== YOUR TASK ==
Copy out the records below exactly as they appear.

== DATA TO EXAMINE ==
==*==
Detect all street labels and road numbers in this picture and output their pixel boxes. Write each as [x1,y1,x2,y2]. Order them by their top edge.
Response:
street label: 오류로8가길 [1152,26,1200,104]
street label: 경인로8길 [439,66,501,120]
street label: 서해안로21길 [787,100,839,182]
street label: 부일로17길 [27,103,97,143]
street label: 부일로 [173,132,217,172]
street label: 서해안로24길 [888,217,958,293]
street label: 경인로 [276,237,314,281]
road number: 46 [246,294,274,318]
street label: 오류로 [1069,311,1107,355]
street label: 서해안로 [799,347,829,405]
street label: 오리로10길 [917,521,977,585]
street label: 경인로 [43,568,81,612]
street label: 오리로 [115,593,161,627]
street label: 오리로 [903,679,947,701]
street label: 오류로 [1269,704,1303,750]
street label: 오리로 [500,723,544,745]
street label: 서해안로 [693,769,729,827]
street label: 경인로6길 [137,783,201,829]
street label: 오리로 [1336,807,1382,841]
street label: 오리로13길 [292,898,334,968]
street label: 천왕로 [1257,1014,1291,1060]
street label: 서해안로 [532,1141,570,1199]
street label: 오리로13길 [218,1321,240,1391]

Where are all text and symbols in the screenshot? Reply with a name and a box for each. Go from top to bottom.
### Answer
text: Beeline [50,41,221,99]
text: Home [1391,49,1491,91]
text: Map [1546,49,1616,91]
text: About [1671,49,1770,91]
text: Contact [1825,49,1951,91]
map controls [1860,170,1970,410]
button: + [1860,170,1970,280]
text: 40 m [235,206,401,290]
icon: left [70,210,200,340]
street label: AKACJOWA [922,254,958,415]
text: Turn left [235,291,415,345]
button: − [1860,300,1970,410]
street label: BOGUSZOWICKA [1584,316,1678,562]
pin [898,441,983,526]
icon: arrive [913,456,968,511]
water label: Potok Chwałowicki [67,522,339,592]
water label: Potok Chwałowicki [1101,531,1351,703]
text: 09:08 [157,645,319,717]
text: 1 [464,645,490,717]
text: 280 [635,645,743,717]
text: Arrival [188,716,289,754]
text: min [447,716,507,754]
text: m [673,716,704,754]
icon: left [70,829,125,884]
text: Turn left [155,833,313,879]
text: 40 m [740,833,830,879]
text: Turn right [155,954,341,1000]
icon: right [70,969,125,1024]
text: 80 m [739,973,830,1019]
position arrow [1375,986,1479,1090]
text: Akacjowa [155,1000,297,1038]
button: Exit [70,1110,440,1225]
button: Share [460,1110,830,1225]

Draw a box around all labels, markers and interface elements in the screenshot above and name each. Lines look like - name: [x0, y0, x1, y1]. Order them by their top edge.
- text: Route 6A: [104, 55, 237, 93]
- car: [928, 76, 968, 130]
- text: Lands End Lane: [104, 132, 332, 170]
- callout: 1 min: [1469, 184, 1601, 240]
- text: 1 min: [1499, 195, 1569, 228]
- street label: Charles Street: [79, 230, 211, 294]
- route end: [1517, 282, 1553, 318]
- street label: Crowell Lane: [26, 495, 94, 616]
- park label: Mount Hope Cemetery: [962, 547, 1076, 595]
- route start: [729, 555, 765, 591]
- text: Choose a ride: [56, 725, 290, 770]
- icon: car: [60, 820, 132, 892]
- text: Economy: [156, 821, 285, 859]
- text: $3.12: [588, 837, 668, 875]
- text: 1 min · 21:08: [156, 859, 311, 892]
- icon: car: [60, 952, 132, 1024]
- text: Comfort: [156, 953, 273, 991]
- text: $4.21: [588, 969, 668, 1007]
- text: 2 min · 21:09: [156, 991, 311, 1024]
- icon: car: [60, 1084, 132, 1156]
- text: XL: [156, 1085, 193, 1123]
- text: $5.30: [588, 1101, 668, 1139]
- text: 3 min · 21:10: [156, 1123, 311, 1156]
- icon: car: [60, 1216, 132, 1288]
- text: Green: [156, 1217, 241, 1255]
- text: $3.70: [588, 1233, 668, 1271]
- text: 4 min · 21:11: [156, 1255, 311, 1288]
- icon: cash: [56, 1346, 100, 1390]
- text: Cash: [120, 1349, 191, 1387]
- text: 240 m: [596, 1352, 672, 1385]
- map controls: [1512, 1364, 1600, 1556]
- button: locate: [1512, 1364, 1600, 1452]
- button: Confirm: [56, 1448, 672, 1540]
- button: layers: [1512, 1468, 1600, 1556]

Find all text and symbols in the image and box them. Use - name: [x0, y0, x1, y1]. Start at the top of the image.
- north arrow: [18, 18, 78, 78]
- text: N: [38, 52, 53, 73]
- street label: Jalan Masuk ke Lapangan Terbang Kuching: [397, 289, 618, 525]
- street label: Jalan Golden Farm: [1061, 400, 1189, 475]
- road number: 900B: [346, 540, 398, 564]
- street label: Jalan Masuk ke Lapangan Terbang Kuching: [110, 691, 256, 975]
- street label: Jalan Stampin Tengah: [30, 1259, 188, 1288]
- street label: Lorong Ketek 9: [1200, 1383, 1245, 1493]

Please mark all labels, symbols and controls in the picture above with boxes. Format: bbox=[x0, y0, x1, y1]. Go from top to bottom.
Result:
==*==
== ANSWER TO THIS PROBLEM ==
Detect all street labels and road numbers in this picture and output their pixel boxes. Write each as [x1,y1,x2,y2]. Order them by their top edge.
Response:
street label: 오류로8가길 [1152,26,1200,104]
street label: 경인로8길 [439,66,501,120]
street label: 서해안로21길 [787,100,839,182]
street label: 부일로17길 [27,103,97,143]
street label: 부일로 [173,132,217,172]
street label: 서해안로24길 [888,217,958,293]
street label: 경인로 [276,237,314,281]
road number: 46 [246,294,274,318]
street label: 오류로 [1069,311,1107,355]
street label: 서해안로 [799,347,829,405]
street label: 오리로10길 [917,521,977,585]
street label: 경인로 [43,568,81,612]
street label: 오리로 [115,593,161,627]
street label: 오리로 [903,679,947,701]
street label: 오류로 [1269,704,1303,750]
street label: 오리로 [500,723,544,745]
street label: 서해안로 [693,769,729,827]
street label: 경인로6길 [137,783,201,829]
street label: 오리로 [1336,807,1382,841]
street label: 오리로13길 [292,898,334,968]
street label: 천왕로 [1257,1014,1291,1060]
street label: 서해안로 [532,1141,570,1199]
street label: 오리로13길 [218,1321,240,1391]

Where are all text and symbols in the screenshot? Reply with a name and a box for each. Go from top to bottom.
### Answer
text: Beeline [50,41,221,99]
text: Home [1391,49,1491,91]
text: Map [1546,49,1616,91]
text: About [1671,49,1770,91]
text: Contact [1825,49,1951,91]
map controls [1860,170,1970,410]
button: + [1860,170,1970,280]
text: 40 m [235,206,401,290]
icon: left [70,210,200,340]
street label: AKACJOWA [922,254,958,415]
text: Turn left [235,291,415,345]
button: − [1860,300,1970,410]
street label: BOGUSZOWICKA [1584,316,1678,562]
pin [898,441,983,526]
icon: arrive [913,456,968,511]
water label: Potok Chwałowicki [67,522,339,592]
water label: Potok Chwałowicki [1101,531,1351,703]
text: 09:08 [157,645,319,717]
text: 1 [464,645,490,717]
text: 280 [635,645,743,717]
text: Arrival [188,716,289,754]
text: min [447,716,507,754]
text: m [673,716,704,754]
icon: left [70,829,125,884]
text: Turn left [155,833,313,879]
text: 40 m [740,833,830,879]
text: Turn right [155,954,341,1000]
icon: right [70,969,125,1024]
text: 80 m [739,973,830,1019]
position arrow [1375,986,1479,1090]
text: Akacjowa [155,1000,297,1038]
button: Exit [70,1110,440,1225]
button: Share [460,1110,830,1225]

Draw a box around all labels, markers and interface elements in the screenshot above and name each. Lines look like - name: [x0, y0, x1, y1]. Order them by their top edge.
- text: Route 6A: [104, 55, 237, 93]
- car: [928, 76, 968, 130]
- text: Lands End Lane: [104, 132, 332, 170]
- callout: 1 min: [1469, 184, 1601, 240]
- text: 1 min: [1499, 195, 1569, 228]
- street label: Charles Street: [79, 230, 211, 294]
- route end: [1517, 282, 1553, 318]
- street label: Crowell Lane: [26, 495, 94, 616]
- park label: Mount Hope Cemetery: [962, 547, 1076, 595]
- route start: [729, 555, 765, 591]
- text: Choose a ride: [56, 725, 290, 770]
- icon: car: [60, 820, 132, 892]
- text: Economy: [156, 821, 285, 859]
- text: $3.12: [588, 837, 668, 875]
- text: 1 min · 21:08: [156, 859, 311, 892]
- icon: car: [60, 952, 132, 1024]
- text: Comfort: [156, 953, 273, 991]
- text: $4.21: [588, 969, 668, 1007]
- text: 2 min · 21:09: [156, 991, 311, 1024]
- icon: car: [60, 1084, 132, 1156]
- text: XL: [156, 1085, 193, 1123]
- text: $5.30: [588, 1101, 668, 1139]
- text: 3 min · 21:10: [156, 1123, 311, 1156]
- icon: car: [60, 1216, 132, 1288]
- text: Green: [156, 1217, 241, 1255]
- text: $3.70: [588, 1233, 668, 1271]
- text: 4 min · 21:11: [156, 1255, 311, 1288]
- icon: cash: [56, 1346, 100, 1390]
- text: Cash: [120, 1349, 191, 1387]
- text: 240 m: [596, 1352, 672, 1385]
- map controls: [1512, 1364, 1600, 1556]
- button: locate: [1512, 1364, 1600, 1452]
- button: Confirm: [56, 1448, 672, 1540]
- button: layers: [1512, 1468, 1600, 1556]

Find all text and symbols in the image and box them. Use - name: [x0, y0, x1, y1]. Start at the top of the image.
- north arrow: [18, 18, 78, 78]
- text: N: [38, 52, 53, 73]
- street label: Jalan Masuk ke Lapangan Terbang Kuching: [397, 289, 618, 525]
- street label: Jalan Golden Farm: [1061, 400, 1189, 475]
- road number: 900B: [346, 540, 398, 564]
- street label: Jalan Masuk ke Lapangan Terbang Kuching: [110, 691, 256, 975]
- street label: Jalan Stampin Tengah: [30, 1259, 188, 1288]
- street label: Lorong Ketek 9: [1200, 1383, 1245, 1493]

Please mark all labels, symbols and controls in the picture above with boxes. Format: bbox=[x0, y0, x1, y1]. Go from top to bottom.
Result:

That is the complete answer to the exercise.